Problem to solve: Please report each line of the data below that contains "shadow".

====

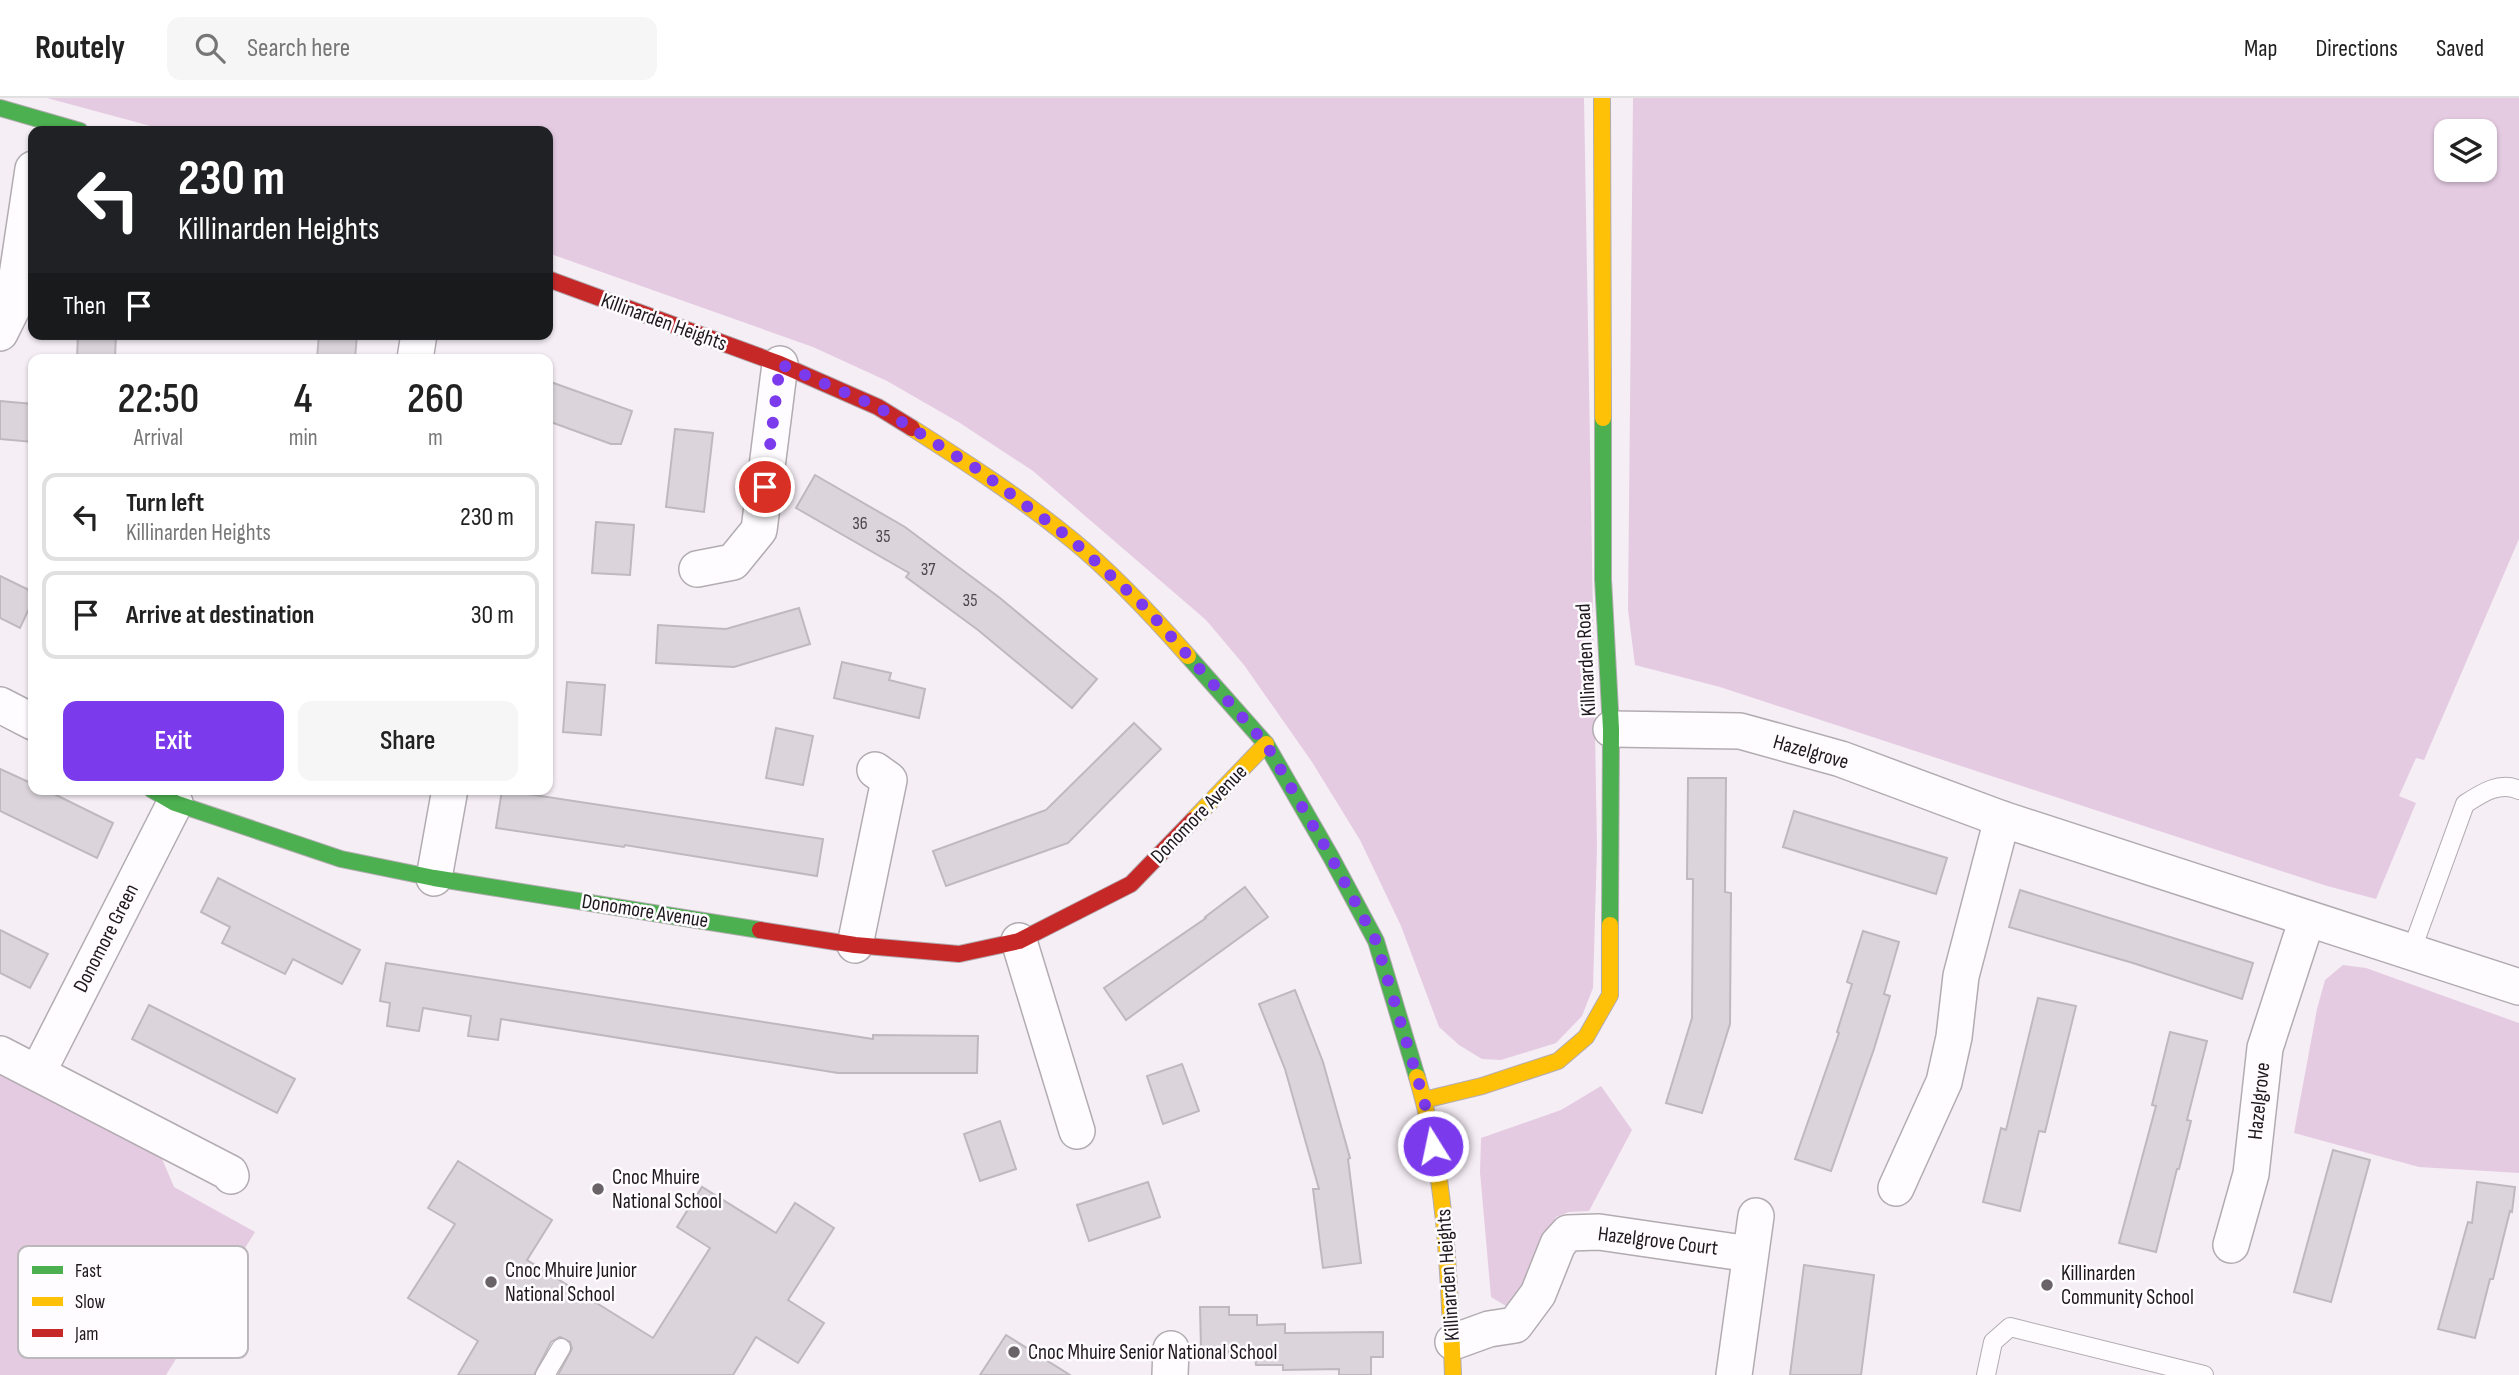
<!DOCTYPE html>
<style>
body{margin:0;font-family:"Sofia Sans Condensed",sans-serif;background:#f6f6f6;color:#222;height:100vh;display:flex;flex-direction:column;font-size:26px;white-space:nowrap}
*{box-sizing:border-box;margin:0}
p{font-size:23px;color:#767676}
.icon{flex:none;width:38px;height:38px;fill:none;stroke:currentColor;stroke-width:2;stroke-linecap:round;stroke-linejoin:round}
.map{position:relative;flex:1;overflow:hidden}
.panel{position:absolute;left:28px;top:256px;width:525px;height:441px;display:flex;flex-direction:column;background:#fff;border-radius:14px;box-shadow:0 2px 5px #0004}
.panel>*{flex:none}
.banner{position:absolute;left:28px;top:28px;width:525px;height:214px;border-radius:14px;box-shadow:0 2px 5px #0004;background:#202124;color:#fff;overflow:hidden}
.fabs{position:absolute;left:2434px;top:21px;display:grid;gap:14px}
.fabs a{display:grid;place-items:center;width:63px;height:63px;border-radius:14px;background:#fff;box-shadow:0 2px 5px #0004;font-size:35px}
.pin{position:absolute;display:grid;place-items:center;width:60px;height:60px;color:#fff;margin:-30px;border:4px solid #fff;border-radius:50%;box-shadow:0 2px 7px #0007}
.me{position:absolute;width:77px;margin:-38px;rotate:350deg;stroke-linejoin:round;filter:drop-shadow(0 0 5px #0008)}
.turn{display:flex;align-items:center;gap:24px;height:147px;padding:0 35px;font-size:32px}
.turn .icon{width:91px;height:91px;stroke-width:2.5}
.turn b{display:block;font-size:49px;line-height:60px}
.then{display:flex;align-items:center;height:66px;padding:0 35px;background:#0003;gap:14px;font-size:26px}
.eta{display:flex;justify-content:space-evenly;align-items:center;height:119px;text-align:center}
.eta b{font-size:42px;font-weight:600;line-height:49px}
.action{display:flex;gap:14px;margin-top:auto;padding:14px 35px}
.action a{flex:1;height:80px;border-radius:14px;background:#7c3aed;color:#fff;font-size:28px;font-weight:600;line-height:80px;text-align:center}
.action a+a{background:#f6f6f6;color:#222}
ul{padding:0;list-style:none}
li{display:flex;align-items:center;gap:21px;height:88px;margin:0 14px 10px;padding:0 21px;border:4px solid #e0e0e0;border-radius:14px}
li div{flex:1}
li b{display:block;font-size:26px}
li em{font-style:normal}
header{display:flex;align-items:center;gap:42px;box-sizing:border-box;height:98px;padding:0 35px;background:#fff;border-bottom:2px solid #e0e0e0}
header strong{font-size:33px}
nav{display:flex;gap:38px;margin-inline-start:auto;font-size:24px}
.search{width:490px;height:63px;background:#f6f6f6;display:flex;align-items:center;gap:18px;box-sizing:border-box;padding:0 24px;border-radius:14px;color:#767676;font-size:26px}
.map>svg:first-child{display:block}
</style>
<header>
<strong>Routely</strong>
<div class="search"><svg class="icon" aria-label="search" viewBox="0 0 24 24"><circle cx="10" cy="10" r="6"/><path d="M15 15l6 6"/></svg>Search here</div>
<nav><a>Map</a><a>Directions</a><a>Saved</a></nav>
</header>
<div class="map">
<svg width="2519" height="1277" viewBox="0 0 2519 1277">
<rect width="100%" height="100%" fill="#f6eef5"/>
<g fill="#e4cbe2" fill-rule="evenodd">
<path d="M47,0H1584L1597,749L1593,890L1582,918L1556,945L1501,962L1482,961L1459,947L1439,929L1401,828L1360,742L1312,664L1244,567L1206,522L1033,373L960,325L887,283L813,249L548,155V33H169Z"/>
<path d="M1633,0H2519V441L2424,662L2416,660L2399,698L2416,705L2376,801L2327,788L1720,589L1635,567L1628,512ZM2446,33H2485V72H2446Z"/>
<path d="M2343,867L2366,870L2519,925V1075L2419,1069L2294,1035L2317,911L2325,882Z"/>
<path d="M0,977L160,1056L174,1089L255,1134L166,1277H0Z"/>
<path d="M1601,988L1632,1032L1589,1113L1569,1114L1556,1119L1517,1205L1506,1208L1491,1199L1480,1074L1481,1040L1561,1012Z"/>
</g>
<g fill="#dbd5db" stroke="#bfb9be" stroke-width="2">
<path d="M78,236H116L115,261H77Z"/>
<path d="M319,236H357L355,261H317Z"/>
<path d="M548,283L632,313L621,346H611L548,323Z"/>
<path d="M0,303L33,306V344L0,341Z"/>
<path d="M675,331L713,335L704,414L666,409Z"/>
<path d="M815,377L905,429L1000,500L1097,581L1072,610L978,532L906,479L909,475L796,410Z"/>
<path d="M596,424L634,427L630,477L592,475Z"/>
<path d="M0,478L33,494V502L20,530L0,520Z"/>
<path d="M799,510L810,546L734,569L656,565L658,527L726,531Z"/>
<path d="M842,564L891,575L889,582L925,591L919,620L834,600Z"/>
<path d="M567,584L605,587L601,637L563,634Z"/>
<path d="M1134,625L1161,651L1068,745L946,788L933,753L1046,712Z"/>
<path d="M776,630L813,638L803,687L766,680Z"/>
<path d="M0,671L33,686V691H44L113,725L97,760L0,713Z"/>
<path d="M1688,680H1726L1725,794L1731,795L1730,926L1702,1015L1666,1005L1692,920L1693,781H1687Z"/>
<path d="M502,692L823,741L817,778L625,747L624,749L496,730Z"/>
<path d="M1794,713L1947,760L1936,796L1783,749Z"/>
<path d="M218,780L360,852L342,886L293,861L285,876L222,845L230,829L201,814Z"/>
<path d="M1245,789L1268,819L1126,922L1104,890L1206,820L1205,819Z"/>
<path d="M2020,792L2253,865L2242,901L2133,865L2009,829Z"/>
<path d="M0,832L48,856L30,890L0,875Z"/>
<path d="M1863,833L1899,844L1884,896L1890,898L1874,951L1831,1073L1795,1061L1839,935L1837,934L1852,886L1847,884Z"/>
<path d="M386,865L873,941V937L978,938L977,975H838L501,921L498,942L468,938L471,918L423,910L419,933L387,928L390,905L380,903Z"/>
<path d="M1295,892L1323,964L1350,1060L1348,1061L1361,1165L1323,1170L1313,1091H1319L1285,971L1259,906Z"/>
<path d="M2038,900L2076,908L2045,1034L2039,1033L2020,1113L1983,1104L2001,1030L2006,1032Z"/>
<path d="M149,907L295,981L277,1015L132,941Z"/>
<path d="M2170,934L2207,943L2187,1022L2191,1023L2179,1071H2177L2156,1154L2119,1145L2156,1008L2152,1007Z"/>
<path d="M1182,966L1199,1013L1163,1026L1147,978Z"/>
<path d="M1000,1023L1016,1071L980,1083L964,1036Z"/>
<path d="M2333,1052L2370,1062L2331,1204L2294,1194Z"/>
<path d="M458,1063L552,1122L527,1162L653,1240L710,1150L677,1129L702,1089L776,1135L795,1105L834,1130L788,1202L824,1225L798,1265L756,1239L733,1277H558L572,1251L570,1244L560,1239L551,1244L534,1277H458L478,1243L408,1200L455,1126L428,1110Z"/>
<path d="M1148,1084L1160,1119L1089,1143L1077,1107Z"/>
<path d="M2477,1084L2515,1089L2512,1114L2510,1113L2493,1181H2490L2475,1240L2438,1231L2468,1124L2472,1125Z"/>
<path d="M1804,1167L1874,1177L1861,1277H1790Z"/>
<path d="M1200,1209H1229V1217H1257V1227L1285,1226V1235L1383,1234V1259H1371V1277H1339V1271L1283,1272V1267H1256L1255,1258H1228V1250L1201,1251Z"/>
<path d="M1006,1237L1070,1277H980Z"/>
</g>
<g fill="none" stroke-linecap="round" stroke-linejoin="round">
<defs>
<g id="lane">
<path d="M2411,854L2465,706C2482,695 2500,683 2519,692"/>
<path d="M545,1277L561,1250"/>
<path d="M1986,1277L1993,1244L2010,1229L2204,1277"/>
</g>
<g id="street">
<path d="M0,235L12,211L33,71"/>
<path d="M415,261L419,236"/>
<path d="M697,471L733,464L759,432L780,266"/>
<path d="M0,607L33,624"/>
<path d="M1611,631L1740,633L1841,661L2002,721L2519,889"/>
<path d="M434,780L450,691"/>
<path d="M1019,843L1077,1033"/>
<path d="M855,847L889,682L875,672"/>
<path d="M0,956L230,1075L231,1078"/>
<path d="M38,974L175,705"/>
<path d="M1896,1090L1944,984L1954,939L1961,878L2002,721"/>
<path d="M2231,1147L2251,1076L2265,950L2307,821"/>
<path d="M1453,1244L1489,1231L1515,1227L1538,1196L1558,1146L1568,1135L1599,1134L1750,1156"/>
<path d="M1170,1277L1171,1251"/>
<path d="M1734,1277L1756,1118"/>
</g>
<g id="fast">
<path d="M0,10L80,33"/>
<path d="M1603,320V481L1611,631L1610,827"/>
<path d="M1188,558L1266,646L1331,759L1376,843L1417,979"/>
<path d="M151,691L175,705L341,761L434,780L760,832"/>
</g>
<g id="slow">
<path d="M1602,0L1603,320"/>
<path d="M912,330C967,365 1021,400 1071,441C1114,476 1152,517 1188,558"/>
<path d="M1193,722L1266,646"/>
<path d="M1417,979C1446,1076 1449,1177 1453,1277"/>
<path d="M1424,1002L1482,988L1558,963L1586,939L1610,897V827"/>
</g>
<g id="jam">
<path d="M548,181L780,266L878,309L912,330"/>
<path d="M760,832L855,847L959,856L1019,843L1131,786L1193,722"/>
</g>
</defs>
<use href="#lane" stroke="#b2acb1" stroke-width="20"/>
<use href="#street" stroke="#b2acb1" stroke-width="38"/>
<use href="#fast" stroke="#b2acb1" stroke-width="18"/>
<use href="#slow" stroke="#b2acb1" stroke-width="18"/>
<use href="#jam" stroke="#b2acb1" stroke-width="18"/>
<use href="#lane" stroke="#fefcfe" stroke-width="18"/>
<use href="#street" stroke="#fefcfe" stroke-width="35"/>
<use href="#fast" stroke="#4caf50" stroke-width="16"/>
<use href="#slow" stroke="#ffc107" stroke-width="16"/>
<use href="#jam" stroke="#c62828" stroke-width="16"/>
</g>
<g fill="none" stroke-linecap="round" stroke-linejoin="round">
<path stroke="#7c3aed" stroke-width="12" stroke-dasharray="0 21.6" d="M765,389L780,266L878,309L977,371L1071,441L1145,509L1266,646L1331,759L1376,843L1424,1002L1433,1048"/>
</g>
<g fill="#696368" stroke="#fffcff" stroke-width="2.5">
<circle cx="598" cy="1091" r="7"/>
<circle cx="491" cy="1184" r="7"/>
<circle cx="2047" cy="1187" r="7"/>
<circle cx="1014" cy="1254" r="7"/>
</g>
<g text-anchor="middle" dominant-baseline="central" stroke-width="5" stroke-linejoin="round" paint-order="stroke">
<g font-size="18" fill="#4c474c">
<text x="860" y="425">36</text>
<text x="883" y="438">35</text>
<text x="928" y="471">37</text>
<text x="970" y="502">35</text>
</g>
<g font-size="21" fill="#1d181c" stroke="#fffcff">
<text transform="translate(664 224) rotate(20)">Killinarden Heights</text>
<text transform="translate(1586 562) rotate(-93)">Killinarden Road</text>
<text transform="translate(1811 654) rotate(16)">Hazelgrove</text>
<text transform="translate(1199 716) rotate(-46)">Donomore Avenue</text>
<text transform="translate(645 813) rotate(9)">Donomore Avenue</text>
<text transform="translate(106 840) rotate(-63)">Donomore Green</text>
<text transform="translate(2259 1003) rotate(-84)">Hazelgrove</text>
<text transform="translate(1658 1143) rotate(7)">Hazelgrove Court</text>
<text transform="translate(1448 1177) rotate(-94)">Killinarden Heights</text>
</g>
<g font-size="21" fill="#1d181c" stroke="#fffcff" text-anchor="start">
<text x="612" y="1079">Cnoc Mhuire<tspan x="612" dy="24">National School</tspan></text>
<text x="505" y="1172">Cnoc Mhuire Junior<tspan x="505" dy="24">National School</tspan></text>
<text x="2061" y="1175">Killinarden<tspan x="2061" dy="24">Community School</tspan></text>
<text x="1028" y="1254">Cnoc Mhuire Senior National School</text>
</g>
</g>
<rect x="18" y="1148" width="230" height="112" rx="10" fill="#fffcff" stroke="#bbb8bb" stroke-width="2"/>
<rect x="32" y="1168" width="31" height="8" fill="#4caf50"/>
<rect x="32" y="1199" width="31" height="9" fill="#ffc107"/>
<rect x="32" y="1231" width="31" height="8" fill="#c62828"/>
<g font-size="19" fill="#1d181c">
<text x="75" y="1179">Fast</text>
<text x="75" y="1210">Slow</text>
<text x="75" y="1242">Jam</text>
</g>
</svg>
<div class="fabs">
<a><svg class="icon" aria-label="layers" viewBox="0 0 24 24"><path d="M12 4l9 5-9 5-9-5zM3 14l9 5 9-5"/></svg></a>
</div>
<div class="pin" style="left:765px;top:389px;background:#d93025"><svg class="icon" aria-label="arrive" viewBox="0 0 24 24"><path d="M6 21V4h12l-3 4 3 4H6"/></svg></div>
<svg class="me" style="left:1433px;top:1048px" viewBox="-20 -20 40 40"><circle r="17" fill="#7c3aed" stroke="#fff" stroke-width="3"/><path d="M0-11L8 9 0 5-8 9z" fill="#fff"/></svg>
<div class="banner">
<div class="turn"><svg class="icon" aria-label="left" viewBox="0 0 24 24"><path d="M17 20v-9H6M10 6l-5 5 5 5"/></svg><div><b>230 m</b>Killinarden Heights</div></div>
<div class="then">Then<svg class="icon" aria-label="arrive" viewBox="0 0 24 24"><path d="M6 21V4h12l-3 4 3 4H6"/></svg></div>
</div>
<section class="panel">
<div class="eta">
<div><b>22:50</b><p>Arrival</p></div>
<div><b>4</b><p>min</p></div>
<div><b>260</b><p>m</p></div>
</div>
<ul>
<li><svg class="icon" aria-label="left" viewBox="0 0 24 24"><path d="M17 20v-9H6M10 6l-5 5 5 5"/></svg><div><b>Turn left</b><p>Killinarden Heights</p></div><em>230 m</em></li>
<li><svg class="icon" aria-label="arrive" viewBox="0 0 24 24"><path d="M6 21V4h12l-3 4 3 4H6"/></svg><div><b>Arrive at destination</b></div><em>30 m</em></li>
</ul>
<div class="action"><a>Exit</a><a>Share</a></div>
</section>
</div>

====

Result:
.panel{position:absolute;left:28px;top:256px;width:525px;height:441px;display:flex;flex-direction:column;background:#fff;border-radius:14px;box-shadow:0 2px 5px #0004}
.banner{position:absolute;left:28px;top:28px;width:525px;height:214px;border-radius:14px;box-shadow:0 2px 5px #0004;background:#202124;color:#fff;overflow:hidden}
.fabs a{display:grid;place-items:center;width:63px;height:63px;border-radius:14px;background:#fff;box-shadow:0 2px 5px #0004;font-size:35px}
.pin{position:absolute;display:grid;place-items:center;width:60px;height:60px;color:#fff;margin:-30px;border:4px solid #fff;border-radius:50%;box-shadow:0 2px 7px #0007}
.me{position:absolute;width:77px;margin:-38px;rotate:350deg;stroke-linejoin:round;filter:drop-shadow(0 0 5px #0008)}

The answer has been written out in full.